Artemio Francia

Susana Baca de la ColinaArtemio Juan Francia Malásquez
Siempre quise hacerlo. Hoy cumplo ese anhelo. Escribir acerca de mi dilecto y gran amigo, el profesor Artemio Juan Francia Malásquez, historia viva de la educación cañetana, maestro de maestros, forjador de grandes hombres, modelo ejemplar, libro abierto de sabiduría. Trataré de hacer un resumen de su brillante biografía.

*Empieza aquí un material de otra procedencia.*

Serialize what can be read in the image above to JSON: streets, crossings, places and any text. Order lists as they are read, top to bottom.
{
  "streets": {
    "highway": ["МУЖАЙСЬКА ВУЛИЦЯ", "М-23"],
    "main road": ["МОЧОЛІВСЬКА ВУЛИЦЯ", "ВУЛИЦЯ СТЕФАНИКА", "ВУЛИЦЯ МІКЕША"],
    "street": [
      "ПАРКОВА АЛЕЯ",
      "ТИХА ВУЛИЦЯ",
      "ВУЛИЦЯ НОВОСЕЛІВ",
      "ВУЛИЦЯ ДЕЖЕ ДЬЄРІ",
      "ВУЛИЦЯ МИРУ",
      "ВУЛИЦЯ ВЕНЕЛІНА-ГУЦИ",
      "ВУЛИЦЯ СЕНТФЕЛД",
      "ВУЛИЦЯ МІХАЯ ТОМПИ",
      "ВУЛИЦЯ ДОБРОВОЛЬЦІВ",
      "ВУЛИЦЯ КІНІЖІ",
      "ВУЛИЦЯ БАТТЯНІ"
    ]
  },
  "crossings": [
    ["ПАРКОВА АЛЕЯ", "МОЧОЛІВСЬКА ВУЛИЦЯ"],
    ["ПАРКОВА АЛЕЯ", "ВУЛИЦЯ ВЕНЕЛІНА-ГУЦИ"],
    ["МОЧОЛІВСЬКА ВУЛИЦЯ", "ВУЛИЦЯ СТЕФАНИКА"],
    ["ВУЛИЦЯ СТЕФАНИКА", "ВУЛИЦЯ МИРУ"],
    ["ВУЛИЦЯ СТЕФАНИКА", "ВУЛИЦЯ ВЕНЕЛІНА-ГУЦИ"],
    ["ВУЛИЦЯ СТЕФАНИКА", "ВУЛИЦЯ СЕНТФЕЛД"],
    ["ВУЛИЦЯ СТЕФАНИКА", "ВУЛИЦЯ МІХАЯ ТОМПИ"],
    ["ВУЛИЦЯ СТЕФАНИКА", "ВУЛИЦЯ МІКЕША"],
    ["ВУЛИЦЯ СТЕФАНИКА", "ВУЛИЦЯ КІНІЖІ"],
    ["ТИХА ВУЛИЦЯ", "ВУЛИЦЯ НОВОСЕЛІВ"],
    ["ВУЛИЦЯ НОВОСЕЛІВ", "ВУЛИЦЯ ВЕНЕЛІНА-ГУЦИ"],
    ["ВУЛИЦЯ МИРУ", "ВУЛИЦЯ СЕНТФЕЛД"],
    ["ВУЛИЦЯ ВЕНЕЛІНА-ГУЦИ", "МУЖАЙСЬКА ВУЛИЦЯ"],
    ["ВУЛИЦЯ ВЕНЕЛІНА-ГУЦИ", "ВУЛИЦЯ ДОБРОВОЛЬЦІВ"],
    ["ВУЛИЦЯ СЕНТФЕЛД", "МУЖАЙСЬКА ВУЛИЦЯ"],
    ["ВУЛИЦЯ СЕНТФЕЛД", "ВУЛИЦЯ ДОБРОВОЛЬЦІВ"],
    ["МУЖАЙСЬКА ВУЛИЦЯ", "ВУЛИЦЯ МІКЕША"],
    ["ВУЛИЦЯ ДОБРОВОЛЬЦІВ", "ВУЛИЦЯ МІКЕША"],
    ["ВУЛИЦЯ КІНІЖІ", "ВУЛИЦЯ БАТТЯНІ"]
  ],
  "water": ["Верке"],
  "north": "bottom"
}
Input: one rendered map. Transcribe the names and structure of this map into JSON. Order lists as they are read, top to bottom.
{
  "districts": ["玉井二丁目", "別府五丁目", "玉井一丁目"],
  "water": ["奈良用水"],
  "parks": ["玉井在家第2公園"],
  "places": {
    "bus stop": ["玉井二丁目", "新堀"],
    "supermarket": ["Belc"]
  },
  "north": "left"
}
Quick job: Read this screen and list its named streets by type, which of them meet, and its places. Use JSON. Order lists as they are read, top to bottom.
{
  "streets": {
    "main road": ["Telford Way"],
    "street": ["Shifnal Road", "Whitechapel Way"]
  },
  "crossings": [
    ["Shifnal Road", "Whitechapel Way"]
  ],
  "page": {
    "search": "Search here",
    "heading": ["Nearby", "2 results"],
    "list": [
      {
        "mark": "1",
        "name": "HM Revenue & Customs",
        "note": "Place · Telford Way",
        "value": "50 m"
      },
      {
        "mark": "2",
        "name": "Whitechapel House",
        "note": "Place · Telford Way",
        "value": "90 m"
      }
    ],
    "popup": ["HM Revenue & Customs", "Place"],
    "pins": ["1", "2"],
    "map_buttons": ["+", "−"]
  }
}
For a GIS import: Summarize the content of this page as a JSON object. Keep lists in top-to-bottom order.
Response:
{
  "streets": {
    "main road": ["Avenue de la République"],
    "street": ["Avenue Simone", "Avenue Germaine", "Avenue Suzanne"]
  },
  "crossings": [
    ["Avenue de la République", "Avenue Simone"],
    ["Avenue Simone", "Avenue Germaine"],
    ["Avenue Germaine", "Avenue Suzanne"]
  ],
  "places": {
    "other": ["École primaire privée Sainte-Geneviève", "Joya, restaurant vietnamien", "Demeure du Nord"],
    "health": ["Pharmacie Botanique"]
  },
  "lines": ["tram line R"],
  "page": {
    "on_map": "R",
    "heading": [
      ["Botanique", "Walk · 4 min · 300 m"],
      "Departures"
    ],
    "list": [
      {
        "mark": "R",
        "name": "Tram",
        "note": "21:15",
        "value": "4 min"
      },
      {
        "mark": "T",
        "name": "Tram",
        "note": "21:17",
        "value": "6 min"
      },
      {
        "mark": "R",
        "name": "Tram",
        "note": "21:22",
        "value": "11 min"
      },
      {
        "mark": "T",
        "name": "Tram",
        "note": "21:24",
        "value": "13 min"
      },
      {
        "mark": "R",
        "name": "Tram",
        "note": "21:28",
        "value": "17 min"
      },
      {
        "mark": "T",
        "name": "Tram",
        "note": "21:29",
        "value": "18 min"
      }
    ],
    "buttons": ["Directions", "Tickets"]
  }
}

Para orgullo de "Puerto Viejo" (Cerro Azul) lo trajo la "cigueña" un 20 de octubre de 1925. Nació a la orilla del mar, cerca al "Águila", donde comienza el ascenso al faro. En ese recodo desde donde se contempla la armonía del "Puertos de los Ensueños".

 

Fue su padre don Juan Bautista Francia Osmedo, natural de Mala, quien hizo gala de una longevidad extraordinaria falleciendo a los ciento siete (107) años de respetable edad. Su madre fue doña Jovita Malásquez Mendoza, natural de Cerro Azul vivió hasta la edad de ochenta y seis (86) años.

Su casa paterna era muy humilde, con predominio de la quincha y estructuras de madera, bordeada por sacos de arena que los protegían de la marea alta.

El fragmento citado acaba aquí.